The optimum pH purified enzyme that catalyzed n-propanol oxidation was found to be 2, which is in accordance with the study of Dawkar et al. (2009). Peroxidase purified from Pseudomonas sp. and Bacillus sp. also exhibited maximum activity in acidic pH close to 3.0 (Kalyani et al. 2011). However, as reported earlier, AgNP synthesis occurs in SE extract at pH 7 where AgNO3 acts as a substrate (Singh et al. 2013). This indicates that pH optimum and hence, the enzyme activity is dependent upon the substrate. Variation in pH of the reaction medium cause changes in the ionic forms of the active sites, which may result in change in enzyme activity and their three-dimensional structure (Hossain and Ananthraman 2006; Shulter and Kargi 2000). Moreover, in SE extract there are various other organic moieties, which help the enzyme to reduce silver ions to nanoparticles at neutral pH. In a similar finding, Ghodake et al. (2009) reported the optimum pH of lignin peroxidase enzyme to be 1 with n-propanol as substrate while dye decolorization by the enzyme occurred at pH 7.

Lignin peroxidase activity with substrate n-propanol was observed at a broad range of temperature from 10 to 90 °C signifying its excellent thermostability. The optimum temperature for AgNP synthesis using bacterial SE extract was 70 °C (Singh et al. 2013). In view of these facts, it is clear that the purified enzyme possess the ability to catalyze the reactions at high temperature and can be one of the proteins involved in AgNP synthesis from silver ions. Similar broad range temperature stability has been reported for lignin peroxidase enzymes purified from A. calcoaceticus NCIM 2890 (Ghodake et al. 2009) and B. laterosporus MTCC 2298 (Gomare et al. 2008). However, in contrary to our results, Kalyani et al. (2011) showed the maximum peroxidase activity at 40 °C, which reduced drastically at temperature above 40 °C. Fungal lignin peroxidases exhibit temperature optimum in the range of 23–25 °C (Wang et al. 2008). In accordance with our study, magnesium sulfate and ammonium nitrate has been reported to act as lignin peroxidase activator and inhibitor, respectively (Kalyani et al. 2011). Manganese ions have also been reported to enhance the production of lignin peroxidase in Phanerochaete chrysosporium (Wang et al. 2008). Microbial peroxidases have wide substrate specificity and can easily interact with hydroxyl and methoxy-substituted phenols (Kim and Shoda 1999; Yang et al. 2005). Lignin peroxidase from P. chrysosporium showed maximum activity with ferrocyanide followed by N,N-dimethyl-1,4-phenylenediamine, anisyl alcohol, veratryl alcohol and guaiacol (Glumoff et al. 1990).
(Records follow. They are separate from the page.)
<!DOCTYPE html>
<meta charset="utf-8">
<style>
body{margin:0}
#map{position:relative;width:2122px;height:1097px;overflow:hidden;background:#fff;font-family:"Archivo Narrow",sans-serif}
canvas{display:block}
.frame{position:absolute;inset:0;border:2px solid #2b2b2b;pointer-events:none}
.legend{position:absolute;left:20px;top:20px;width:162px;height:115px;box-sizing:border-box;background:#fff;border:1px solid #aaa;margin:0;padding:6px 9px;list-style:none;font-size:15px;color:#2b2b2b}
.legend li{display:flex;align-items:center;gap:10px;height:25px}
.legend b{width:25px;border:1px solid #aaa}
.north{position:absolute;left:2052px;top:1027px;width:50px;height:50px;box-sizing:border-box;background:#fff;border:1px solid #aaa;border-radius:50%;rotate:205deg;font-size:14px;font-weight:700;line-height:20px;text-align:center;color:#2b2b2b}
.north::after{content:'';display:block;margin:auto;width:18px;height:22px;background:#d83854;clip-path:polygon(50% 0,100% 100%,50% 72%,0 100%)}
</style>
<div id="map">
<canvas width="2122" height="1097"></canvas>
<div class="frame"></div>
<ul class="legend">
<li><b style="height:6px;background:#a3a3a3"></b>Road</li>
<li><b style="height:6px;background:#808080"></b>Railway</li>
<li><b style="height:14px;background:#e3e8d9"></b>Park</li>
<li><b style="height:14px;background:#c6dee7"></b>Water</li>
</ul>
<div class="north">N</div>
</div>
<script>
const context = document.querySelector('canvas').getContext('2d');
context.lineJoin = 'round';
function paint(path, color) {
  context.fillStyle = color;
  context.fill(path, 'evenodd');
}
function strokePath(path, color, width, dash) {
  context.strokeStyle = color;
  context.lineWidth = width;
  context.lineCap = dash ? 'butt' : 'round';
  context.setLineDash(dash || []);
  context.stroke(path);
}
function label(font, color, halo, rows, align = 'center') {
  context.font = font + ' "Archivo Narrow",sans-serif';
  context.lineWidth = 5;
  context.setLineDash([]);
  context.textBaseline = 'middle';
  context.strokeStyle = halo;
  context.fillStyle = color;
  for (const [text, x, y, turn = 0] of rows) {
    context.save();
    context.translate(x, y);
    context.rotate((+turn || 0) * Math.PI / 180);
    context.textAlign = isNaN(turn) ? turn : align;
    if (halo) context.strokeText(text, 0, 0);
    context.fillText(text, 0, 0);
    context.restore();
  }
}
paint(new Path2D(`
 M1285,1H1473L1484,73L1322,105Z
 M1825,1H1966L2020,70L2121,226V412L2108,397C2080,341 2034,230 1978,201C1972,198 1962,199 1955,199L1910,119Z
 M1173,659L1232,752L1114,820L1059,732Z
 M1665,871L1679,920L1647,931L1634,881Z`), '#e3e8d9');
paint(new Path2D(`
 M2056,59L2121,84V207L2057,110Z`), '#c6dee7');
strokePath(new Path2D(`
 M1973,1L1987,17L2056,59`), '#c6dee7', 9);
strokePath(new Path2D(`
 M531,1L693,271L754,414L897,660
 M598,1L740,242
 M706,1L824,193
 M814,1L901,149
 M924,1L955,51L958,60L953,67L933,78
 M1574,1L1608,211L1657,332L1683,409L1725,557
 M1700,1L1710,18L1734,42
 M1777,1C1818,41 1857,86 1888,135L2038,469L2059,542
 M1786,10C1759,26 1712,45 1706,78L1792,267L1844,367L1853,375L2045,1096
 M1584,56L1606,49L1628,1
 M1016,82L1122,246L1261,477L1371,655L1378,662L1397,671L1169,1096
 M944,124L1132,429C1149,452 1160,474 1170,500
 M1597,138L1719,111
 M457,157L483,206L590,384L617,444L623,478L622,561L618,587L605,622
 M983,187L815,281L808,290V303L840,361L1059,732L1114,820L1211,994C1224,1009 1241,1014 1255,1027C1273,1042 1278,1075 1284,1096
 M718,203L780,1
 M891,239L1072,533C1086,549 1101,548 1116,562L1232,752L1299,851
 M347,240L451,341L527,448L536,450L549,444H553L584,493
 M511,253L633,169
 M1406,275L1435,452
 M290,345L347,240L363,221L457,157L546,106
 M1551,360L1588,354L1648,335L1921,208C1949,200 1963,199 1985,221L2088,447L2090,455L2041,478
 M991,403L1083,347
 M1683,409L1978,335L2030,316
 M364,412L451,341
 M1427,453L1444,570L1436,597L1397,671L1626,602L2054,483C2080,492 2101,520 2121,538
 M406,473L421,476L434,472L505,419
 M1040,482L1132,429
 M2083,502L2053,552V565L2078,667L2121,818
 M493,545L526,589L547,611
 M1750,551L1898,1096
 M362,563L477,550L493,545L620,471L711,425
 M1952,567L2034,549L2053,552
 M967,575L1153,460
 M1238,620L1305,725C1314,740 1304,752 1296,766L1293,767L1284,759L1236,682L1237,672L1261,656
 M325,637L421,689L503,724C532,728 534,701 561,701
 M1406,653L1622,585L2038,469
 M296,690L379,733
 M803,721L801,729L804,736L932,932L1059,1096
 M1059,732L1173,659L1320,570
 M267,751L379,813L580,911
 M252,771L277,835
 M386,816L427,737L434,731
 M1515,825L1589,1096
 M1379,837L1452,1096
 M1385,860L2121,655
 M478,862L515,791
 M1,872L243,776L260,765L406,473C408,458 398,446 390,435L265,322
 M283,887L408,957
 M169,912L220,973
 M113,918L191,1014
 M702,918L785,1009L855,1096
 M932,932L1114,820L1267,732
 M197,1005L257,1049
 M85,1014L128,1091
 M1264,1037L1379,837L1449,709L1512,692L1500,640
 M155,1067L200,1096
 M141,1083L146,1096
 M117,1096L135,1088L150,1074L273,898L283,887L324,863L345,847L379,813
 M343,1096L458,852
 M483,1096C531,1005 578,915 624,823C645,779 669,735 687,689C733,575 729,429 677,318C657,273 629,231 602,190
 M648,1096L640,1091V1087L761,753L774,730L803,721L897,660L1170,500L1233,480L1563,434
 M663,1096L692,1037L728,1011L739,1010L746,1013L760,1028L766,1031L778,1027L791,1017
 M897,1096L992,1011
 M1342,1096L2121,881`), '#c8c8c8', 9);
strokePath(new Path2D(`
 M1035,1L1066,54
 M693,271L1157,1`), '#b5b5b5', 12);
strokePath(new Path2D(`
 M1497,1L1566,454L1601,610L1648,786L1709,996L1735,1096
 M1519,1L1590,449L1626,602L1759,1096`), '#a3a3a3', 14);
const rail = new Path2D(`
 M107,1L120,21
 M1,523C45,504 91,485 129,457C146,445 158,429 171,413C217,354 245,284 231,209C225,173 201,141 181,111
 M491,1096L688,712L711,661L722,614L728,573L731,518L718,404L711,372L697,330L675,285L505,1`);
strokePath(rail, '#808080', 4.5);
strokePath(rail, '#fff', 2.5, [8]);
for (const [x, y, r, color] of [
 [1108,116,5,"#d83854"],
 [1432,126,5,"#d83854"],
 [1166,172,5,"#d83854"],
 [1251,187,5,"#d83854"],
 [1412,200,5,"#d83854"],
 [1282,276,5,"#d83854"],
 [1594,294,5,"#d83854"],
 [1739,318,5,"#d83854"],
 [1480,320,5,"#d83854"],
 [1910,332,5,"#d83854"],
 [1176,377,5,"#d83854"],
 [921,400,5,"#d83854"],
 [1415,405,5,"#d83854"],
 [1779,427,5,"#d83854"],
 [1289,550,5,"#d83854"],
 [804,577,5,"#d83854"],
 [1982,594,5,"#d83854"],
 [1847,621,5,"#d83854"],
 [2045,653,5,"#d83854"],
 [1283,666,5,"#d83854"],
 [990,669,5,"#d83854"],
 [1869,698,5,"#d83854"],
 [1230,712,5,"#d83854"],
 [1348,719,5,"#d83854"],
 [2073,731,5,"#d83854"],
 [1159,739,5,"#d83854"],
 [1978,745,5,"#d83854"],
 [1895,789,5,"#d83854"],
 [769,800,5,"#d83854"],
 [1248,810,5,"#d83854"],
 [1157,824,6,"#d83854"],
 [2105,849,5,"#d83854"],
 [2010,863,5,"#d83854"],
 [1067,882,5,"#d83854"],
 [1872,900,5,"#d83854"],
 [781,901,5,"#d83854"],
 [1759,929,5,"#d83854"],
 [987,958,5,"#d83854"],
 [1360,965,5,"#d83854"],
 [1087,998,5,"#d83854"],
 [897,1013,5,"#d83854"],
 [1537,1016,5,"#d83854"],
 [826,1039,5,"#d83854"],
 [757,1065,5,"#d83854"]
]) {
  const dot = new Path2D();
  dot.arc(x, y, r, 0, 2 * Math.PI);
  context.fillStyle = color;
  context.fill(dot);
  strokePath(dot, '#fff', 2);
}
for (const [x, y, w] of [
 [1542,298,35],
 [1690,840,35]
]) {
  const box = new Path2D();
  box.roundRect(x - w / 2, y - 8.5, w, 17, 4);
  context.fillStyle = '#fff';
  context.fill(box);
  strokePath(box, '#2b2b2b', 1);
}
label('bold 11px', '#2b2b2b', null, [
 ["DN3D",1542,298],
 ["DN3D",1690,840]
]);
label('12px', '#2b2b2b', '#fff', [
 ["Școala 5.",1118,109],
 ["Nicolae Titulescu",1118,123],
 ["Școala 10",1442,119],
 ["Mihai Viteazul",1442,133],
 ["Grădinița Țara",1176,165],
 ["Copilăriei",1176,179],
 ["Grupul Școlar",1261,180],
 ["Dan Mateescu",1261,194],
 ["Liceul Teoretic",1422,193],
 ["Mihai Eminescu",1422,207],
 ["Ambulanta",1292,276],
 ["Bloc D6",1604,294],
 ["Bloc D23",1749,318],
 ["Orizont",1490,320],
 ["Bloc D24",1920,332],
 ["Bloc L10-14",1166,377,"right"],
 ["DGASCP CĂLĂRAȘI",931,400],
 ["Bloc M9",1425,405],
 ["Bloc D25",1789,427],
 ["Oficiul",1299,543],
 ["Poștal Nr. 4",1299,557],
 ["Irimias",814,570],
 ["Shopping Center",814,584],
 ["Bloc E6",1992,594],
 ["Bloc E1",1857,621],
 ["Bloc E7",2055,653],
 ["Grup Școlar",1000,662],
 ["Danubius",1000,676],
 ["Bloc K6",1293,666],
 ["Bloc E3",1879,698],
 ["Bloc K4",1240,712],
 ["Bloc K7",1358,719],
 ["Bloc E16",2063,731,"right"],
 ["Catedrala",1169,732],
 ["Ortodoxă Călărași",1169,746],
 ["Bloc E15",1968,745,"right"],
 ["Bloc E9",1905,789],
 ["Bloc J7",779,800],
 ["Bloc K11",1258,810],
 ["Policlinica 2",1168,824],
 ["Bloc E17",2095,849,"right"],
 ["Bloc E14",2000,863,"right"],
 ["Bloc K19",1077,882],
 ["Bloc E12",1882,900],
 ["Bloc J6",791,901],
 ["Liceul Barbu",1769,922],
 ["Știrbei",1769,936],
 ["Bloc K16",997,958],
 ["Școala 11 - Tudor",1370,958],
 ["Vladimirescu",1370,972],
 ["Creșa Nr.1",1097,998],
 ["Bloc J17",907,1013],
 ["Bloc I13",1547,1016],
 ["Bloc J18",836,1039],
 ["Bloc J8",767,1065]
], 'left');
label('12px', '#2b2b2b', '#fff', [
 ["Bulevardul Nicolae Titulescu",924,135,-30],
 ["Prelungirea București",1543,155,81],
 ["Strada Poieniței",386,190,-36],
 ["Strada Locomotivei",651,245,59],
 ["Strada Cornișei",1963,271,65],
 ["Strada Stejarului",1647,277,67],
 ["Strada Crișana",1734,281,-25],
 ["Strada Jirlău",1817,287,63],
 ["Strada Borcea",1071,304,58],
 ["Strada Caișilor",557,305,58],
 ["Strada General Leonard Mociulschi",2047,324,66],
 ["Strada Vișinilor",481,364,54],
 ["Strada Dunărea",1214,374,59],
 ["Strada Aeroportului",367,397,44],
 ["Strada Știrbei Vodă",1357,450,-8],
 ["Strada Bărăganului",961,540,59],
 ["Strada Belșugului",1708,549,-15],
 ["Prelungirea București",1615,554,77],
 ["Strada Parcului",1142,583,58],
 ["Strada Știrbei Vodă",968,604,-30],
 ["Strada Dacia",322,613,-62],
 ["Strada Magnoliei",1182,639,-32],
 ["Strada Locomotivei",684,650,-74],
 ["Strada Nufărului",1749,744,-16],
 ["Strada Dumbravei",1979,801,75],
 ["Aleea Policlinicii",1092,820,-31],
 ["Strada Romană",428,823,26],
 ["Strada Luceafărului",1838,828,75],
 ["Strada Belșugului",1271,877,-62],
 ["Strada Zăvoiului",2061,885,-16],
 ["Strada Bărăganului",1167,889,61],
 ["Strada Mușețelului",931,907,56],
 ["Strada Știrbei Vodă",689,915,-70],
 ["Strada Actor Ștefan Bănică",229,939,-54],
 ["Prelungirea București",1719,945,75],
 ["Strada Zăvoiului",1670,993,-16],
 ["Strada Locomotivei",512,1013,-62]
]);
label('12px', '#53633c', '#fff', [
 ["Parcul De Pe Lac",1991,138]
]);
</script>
Purified lignin peroxidase, in our study, also exhibited broad substrate specificity. However, the results are contradictory where we obtained higher activity with guaiacol than veratryl alcohol. It is well documented that lignin peroxidase in fungi degrades lignin with involvement of veratryl alcohol, which is a secondary metabolite and acts as a cofactor for the enzyme (Wang et al. 2008).

To summarize, we have purified lignin peroxidase from SE extract of Acinetobacter sp. and demonstrated its the involvement in synthesis of extracellular polydispersed spherical AgNP of ~ 50 nm. The purified enzyme is a 99 kDa protein consisting of two dimers and showed the optimum pH and temperature activity at 2 and 60 °C with n-propanol as the favored substrate. Moreover, magnesium sulfate and silver nitrate act as activators of the enzyme while ammonium salts inhibited its activity. It is important to note that SE extract contains numerous organic molecules, which can act to reduce silver ions to AgNPs and lignin peroxidase is one of them. This explains the variation in size and dispersion observed during synthesis using SE extract and purified enzyme. Further characterization and sequencing of the purified lignin peroxidase should be done by mass spectrometry, which can be used for in silico studies. This study further enables designing rational strategy for enzymatic approach of rapid and effective nanoparticle synthesis with novel morphologies, surface properties and unique functions.